> WHAT YOU SHOULD DO: Your answer should be one number: how many lines below have the word "xChannelSelector".

=== Section Start ===

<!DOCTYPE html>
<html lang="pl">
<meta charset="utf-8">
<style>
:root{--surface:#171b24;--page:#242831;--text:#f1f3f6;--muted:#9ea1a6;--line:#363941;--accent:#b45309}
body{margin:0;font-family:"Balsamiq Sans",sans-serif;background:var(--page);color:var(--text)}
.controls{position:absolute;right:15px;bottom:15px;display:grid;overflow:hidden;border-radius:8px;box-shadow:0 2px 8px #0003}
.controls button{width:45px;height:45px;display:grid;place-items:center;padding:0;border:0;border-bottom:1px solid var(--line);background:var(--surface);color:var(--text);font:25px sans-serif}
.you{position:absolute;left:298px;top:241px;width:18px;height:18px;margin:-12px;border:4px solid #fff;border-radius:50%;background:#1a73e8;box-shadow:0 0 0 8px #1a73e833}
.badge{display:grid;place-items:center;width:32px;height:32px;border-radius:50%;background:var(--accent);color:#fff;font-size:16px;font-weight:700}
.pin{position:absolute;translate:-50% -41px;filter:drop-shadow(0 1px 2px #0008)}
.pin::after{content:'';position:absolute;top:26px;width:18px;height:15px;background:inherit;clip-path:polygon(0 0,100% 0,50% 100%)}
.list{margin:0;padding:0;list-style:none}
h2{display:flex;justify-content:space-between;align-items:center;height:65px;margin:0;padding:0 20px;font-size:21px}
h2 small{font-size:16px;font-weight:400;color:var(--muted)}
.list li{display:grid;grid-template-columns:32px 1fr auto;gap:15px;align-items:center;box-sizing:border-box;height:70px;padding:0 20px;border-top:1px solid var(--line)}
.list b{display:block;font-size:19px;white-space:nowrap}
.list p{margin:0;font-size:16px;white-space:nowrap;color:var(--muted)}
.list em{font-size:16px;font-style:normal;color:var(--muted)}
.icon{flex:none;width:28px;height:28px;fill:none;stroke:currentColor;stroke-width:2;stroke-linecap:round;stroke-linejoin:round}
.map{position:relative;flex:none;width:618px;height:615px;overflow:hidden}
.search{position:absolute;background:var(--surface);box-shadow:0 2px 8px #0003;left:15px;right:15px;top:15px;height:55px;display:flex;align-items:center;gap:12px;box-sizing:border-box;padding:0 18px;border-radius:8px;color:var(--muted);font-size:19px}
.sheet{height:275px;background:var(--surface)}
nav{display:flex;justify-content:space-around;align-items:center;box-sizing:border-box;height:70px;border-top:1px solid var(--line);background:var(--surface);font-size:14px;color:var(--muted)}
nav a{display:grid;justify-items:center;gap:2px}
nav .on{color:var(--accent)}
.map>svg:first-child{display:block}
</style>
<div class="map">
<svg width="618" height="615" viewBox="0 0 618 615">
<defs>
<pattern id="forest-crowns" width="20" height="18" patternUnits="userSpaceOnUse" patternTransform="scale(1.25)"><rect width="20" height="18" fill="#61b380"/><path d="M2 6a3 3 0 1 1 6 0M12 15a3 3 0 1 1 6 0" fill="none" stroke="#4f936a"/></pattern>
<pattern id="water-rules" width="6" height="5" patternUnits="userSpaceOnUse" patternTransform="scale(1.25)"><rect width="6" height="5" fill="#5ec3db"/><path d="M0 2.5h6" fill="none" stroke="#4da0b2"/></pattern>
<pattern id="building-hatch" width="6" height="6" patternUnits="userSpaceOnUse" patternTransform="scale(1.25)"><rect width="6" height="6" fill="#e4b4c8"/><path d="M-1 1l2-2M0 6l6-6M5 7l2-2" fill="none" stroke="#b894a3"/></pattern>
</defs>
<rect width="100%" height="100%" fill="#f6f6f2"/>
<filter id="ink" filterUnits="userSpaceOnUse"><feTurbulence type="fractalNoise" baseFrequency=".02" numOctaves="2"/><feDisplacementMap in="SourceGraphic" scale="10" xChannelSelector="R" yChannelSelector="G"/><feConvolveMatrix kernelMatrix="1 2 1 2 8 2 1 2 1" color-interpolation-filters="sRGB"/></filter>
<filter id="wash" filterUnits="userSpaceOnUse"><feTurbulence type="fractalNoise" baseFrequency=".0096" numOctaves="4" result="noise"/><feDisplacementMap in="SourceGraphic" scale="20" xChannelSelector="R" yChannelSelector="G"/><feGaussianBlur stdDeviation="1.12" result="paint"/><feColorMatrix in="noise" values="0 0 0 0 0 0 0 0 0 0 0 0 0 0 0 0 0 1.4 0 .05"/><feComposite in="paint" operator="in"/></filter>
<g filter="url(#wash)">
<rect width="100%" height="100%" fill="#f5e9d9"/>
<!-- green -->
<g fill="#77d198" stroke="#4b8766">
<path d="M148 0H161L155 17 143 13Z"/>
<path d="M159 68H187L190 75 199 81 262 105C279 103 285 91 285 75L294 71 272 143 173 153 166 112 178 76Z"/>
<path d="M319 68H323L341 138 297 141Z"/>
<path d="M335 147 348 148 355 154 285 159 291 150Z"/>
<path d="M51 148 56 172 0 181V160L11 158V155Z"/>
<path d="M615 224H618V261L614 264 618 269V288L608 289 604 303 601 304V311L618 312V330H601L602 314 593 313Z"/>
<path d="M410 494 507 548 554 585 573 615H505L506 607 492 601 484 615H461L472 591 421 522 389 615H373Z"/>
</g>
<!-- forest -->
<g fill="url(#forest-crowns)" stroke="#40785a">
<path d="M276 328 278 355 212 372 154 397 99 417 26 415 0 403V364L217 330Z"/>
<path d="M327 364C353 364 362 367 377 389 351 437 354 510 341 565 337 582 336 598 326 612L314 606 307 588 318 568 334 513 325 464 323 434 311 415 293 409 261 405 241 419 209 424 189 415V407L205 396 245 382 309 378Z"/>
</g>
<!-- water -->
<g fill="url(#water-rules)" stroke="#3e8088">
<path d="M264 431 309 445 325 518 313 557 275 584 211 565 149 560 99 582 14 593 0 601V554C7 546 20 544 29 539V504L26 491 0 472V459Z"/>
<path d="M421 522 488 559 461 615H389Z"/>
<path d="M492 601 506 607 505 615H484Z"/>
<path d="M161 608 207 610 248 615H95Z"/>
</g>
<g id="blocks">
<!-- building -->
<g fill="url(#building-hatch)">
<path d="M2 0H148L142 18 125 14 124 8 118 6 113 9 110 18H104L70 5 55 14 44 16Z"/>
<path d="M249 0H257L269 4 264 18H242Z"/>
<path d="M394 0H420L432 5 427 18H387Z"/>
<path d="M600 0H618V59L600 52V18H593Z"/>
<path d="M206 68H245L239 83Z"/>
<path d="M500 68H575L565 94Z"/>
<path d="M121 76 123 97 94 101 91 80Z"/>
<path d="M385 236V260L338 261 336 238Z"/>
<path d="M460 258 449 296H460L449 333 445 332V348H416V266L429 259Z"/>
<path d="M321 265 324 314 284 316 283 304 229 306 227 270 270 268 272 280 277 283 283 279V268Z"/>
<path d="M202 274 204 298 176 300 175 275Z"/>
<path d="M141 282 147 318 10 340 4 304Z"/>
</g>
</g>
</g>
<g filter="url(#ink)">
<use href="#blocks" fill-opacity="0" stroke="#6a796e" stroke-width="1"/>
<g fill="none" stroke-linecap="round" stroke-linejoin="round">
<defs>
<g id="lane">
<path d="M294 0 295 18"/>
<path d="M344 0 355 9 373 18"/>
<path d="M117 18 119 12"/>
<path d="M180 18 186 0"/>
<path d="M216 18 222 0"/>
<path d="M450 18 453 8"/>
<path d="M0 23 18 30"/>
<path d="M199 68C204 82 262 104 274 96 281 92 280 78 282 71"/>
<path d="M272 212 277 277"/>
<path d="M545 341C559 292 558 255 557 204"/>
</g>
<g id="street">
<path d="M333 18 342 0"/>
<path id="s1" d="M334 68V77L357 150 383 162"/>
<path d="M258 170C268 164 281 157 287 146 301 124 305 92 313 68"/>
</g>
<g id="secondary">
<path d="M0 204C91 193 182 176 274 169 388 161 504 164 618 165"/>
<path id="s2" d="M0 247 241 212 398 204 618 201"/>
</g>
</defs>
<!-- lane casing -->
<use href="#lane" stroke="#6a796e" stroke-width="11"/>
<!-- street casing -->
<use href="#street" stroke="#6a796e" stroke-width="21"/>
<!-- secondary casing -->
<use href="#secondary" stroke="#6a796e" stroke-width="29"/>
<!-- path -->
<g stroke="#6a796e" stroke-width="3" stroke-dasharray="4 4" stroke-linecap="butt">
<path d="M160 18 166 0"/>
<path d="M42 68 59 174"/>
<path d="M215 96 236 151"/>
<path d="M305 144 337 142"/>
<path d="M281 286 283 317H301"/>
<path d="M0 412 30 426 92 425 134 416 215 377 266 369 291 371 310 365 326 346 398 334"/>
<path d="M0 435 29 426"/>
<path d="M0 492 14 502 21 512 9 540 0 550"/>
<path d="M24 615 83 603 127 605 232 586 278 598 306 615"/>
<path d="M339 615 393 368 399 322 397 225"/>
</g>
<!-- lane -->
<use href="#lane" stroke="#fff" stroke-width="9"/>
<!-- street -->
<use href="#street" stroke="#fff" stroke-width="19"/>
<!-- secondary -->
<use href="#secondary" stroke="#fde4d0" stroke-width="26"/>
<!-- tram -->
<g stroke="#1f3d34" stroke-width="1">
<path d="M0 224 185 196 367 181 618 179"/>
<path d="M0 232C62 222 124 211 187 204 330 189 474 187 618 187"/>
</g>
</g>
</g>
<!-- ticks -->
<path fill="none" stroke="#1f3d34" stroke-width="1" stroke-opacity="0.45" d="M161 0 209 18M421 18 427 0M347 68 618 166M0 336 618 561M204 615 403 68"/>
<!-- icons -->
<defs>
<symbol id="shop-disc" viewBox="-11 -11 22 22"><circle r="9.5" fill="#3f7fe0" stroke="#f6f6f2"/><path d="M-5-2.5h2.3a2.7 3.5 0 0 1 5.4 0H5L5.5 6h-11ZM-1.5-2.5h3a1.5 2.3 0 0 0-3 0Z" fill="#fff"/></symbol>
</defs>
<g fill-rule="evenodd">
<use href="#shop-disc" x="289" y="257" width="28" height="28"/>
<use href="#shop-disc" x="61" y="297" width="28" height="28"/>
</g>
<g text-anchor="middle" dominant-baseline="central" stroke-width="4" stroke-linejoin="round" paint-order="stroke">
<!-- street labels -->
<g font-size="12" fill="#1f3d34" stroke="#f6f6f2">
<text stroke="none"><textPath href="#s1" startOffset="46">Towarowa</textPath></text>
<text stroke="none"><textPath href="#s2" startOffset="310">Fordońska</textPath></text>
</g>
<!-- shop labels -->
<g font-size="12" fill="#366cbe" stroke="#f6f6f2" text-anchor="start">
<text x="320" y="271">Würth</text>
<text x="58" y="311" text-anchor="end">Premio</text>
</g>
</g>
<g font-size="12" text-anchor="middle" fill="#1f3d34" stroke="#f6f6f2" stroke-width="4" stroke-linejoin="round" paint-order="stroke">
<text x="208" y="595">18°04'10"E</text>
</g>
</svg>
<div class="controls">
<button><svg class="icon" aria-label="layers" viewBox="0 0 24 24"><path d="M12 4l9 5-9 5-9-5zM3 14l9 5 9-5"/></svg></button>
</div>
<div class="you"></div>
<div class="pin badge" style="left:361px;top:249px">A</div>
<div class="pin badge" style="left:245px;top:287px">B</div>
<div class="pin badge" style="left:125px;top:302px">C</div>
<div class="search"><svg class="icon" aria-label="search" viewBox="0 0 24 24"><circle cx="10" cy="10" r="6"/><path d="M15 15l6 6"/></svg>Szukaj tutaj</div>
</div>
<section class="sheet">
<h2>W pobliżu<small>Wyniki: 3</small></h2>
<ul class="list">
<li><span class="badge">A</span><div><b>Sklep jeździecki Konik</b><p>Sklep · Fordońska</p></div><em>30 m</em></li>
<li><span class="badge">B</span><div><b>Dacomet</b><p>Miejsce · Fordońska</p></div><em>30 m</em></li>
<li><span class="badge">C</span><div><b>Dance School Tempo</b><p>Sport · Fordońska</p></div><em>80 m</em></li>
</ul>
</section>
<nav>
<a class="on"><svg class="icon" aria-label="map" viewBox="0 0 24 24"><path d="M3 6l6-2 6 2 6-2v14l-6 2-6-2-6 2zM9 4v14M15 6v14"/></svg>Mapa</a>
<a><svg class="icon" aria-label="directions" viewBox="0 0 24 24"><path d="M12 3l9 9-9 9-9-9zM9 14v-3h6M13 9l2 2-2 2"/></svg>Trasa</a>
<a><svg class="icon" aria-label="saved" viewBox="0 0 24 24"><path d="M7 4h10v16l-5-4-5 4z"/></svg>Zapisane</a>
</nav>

=== Section End ===

> ANSWER BELOW: 2